Wiesel's writings bear witness to his year-long ordeal and to the Jewish tragedy. In 1956 Wiesel's first book, a Yiddish memoir entitled And the World Was Silent, was published in Argentina. Two years later a much abbreviated version of the work was published in France as La Nuit. After the 1960 English language publication of Night, Wiesel wrote more than 35 books: novels, collections of short stories and essays, plays, and a cantata. His works established him as the most widely known and admired Holocaust writer.
Only in Night does Wiesel speak about the Holocaust directly. Throughout his other works, the Holocaust looms as the shadow, the central but unspoken mystery in the life of his protagonists. Even pre-Holocaust events are seen as warnings of impending doom. In Night he narrates his own experience as a young boy transported to Auschwitz where suffering and death shattered his faith in both God and humanity. Night is widely considered a classic of Holocaust literature.
Night was followed in 1961 by Dawn, the story of a young Holocaust survivor brought to work for the underground in pre-independence Israel. Young Elisha is ordered to execute a British Army officer in retaliation for the hanging of a young Jewish fighter. Through Elisha's ordeal, Wiesel describes the transformation of the Jewish people from defenseless victims into potential victimizers. The execution occurs at dawn, but the killing is an act of self-destruction with Elisha its ultimate victim.
The struggle between life and death continues to dominate Wiesel's third work of the trilogy, but in The Accident (Le Jour in French), published in 1962, God is not implicated in either life or death. The battle is waged within the protagonist, now a newspaper correspondent covering the United Nations, who is fighting for life after an accident. In these three early works Wiesel moved from a God-infused universe to a godless one. The titles of his books grow brighter as the presence of God becomes dimmer, yet the transition is never easy.

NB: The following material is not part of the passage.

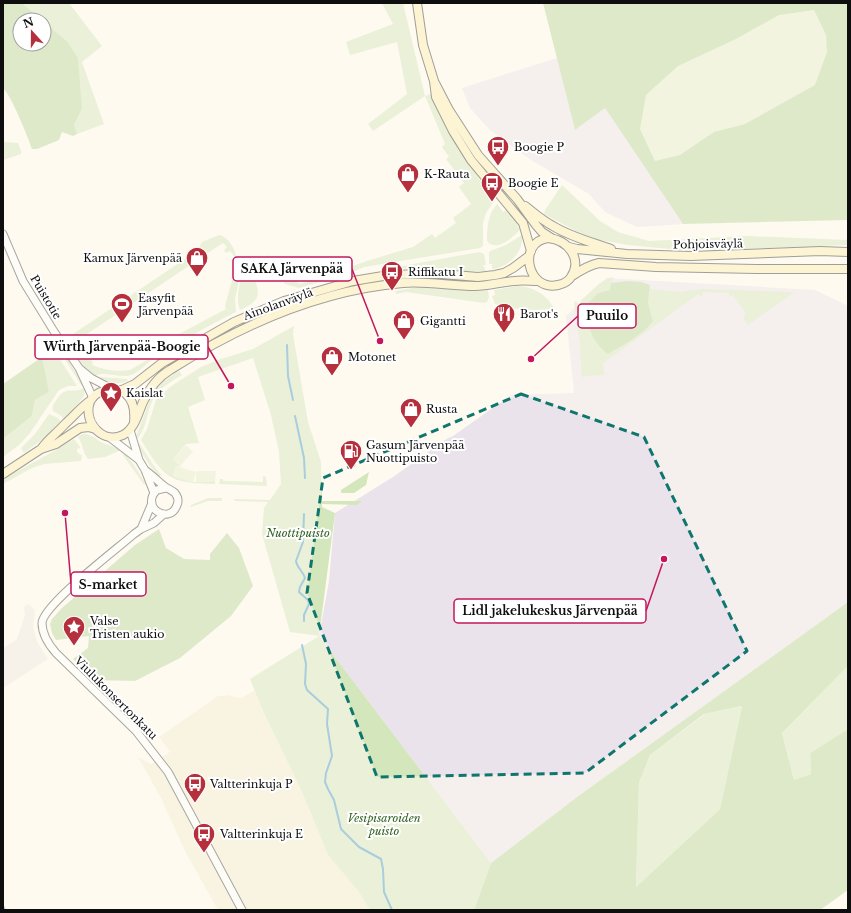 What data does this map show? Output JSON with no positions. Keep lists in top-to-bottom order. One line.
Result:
{"streets":{"main road":["Pohjoisväylä","Ainolanväylä"],"street":["Puistotie","Viulukonsertonkatu"]},"crossings":[["Pohjoisväylä","Ainolanväylä"],["Puistotie","Ainolanväylä"]],"parks":["Nuottipuisto","Vesipisaroiden puisto"],"places":{"bus stop":["Boogie P","Boogie E","Riffikatu I","Valtterinkuja P","Valtterinkuja E"],"shop":["K-Rauta","Kamux Järvenpää","Gigantti","Motonet","Rusta"],"sports":["Easyfit Järvenpää"],"restaurant":["Barot's"],"other":["SAKA Järvenpää","Puuilo","Würth Järvenpää-Boogie","S-market","Lidl jakelukeskus Järvenpää"],"place":["Kaislat","Valse Tristen aukio"],"fuel station":["Gasum Järvenpää Nuottipuisto"]},"north":"top"}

Wiesel's next two novels come to terms with suffering and hope, reaffirming his commitment to man and his duel with God. In The Town Beyond the Wall (1964), a young Holocaust survivor returns to his home town to confront indifference and discovers instead the meaning of suffering and the transcendent power of friendship. A Spaniard whose encounter with his nation's civil war (1936-1939) shaped his consciousness instructs the survivor, "To say 'I suffer, therefore I am' is to become the enemy of man. What you must say is 'I suffer, therefore you are.' Camus [once] wrote...that to protest against a universe of unhappiness you had to create happiness. That's an arrow pointing the way: it leads to another human being. And not via absurdity." In The Gates of the Forest (1966), a novel describing a survivor's unsuccessful attempts to bury the past and live in the present, this same need for relationship is reaffirmed as the protagonist discovers his own weakness and need for love.
In addition to his literary activities, Wiesel played an important role as a public orator. Each year he gave a series of lectures on Jewish tradition at New York's 92nd Street Young Men's Christian Association. These lectures formed the basis for his retelling of Jewish tales: stories of Hasidism (18th-and 19th-century Jewish pietists) which Wiesel published in Souls on Fire (1972), Somewhere a Master (1982), and Four Hasidic Masters (1978). Biblical and rabbinic legends are recounted in Messengers of God (1975), Images from the Bible (1980), and Five Biblical Portraits (1981). Wiesel spun his own tales in such works as Legends of Our Time (1968), One Generation After (1970), and A Jew Today (1978). The themes of these stories remained tragedy and joy, madness and hope, the fragility of meaning, and the quest for faith.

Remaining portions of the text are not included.